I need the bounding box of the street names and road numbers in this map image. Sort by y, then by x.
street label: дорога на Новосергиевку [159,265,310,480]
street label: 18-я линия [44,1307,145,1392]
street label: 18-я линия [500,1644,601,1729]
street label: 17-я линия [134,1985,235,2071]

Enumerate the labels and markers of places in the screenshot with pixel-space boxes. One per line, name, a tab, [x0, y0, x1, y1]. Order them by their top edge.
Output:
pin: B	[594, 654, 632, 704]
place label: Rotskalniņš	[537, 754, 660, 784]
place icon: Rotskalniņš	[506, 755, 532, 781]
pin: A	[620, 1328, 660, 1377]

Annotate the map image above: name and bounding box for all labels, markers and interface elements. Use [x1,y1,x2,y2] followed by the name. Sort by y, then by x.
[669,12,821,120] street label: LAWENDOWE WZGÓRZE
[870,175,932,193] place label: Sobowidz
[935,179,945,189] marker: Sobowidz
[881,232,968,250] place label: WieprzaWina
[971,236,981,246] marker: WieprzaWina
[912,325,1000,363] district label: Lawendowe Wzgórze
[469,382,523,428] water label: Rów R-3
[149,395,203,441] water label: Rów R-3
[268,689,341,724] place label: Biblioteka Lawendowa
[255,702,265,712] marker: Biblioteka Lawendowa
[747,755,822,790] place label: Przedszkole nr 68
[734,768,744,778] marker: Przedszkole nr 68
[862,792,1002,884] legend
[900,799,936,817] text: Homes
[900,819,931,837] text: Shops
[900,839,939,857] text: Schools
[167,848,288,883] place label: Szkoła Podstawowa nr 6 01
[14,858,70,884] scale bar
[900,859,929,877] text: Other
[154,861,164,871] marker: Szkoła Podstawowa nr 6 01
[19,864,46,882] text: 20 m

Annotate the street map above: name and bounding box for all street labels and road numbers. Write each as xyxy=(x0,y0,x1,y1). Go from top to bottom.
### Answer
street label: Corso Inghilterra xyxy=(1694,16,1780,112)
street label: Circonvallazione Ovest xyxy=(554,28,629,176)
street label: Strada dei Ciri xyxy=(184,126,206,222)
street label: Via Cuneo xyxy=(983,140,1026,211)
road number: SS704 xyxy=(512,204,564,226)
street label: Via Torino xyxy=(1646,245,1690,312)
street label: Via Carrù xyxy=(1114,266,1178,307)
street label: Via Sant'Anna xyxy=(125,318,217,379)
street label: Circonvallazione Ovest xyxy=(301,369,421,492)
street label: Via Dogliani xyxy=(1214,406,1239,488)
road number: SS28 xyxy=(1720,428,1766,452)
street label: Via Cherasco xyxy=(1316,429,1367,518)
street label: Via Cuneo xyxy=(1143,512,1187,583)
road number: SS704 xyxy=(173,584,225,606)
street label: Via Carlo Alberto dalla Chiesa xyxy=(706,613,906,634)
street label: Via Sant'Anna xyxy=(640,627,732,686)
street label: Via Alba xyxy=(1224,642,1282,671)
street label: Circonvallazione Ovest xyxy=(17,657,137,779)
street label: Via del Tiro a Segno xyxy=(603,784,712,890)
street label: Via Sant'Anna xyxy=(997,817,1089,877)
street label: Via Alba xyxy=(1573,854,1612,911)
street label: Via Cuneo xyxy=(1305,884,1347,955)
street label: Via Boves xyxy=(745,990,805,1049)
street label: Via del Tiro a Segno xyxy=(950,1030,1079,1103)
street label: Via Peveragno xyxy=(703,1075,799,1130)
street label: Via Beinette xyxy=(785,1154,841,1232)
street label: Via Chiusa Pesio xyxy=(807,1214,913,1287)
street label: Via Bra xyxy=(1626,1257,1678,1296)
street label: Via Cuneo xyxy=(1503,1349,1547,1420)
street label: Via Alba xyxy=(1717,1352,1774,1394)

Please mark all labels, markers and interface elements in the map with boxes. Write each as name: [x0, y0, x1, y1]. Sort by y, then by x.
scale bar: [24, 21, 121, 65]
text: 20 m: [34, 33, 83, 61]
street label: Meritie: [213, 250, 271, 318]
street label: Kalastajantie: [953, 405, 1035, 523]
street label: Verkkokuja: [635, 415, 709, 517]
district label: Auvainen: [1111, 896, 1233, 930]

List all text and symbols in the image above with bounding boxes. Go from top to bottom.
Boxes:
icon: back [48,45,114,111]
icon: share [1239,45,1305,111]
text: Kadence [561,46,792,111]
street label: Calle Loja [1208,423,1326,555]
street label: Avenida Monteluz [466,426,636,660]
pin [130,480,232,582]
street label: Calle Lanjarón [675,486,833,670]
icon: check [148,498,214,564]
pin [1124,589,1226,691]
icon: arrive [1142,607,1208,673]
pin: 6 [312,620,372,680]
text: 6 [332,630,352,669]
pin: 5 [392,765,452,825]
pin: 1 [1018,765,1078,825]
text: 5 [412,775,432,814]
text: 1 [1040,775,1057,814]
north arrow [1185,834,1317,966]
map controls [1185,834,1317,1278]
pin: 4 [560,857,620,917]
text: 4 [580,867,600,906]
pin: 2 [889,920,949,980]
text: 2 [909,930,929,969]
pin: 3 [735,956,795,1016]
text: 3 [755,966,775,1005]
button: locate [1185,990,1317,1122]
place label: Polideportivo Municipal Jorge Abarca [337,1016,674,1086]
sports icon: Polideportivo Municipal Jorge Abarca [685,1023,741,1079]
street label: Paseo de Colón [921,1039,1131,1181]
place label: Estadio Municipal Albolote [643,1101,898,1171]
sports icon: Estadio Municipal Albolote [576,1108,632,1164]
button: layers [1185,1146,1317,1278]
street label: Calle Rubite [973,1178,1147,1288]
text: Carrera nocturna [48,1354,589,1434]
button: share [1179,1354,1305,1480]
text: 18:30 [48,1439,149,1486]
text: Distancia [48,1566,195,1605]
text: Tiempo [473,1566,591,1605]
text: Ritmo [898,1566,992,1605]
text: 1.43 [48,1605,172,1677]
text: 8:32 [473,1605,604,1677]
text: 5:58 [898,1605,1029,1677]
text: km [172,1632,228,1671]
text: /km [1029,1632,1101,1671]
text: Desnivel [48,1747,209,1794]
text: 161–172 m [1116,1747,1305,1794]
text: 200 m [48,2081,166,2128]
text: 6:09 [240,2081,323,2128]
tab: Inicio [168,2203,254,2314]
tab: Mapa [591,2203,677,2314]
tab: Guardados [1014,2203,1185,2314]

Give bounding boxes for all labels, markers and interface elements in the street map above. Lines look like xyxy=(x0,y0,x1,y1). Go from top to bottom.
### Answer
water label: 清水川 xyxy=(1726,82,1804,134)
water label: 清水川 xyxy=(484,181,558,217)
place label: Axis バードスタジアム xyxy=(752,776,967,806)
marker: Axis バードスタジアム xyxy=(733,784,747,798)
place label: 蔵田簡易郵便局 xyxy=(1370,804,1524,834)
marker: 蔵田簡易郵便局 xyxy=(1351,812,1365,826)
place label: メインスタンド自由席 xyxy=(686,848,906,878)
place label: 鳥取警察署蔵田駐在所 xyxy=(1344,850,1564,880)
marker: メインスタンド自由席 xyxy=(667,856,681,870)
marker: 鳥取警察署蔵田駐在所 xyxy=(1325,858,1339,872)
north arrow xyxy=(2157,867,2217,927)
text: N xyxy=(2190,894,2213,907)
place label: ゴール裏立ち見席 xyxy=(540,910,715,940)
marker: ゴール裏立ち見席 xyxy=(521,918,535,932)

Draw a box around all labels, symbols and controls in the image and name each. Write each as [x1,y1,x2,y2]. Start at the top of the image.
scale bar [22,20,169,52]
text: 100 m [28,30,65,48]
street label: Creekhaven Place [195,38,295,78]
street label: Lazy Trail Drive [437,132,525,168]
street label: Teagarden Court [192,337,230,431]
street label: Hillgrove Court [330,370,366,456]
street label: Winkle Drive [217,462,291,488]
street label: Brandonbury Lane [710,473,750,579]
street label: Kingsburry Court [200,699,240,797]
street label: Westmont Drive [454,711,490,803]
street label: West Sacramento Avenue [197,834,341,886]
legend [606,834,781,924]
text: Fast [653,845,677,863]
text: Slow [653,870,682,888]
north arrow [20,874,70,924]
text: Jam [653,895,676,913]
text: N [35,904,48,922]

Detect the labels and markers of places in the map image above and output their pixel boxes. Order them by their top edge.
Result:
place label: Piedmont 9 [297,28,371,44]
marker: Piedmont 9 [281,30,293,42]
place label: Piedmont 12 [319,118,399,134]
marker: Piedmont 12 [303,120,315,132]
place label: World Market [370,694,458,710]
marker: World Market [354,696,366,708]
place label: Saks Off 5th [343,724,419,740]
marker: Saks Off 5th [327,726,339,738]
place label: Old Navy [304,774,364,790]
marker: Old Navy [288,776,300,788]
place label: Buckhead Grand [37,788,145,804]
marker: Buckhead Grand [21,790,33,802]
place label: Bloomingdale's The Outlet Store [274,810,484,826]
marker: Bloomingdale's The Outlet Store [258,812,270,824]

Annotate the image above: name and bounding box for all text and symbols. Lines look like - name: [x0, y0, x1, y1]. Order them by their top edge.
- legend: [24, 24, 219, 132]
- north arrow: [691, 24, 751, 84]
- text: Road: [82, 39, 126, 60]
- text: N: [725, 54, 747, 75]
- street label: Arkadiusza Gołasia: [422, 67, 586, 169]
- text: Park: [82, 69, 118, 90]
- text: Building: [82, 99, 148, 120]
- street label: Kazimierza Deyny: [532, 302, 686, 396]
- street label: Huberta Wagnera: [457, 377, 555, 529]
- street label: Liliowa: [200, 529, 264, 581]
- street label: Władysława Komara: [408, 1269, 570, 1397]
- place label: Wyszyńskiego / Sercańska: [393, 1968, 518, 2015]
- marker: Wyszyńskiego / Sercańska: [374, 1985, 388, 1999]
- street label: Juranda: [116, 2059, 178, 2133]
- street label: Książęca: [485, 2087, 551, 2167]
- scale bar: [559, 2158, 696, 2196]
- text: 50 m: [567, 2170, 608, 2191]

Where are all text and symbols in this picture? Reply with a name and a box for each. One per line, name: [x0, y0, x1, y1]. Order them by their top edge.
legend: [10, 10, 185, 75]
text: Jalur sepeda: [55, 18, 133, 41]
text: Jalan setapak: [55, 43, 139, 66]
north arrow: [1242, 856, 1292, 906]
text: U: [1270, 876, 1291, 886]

Exercise brief —
Out of the records, collect only those lines that contain the string "places".

Response box —
Enumerate the labels and markers of places in the screenshot with pixel-space boxes. One per line, name, a tab, [x0, y0, x1, y1]. Order them by their top edge.
Detect the labels and markers of places in the map image above and output their pixel boxes. Order them by their top edge.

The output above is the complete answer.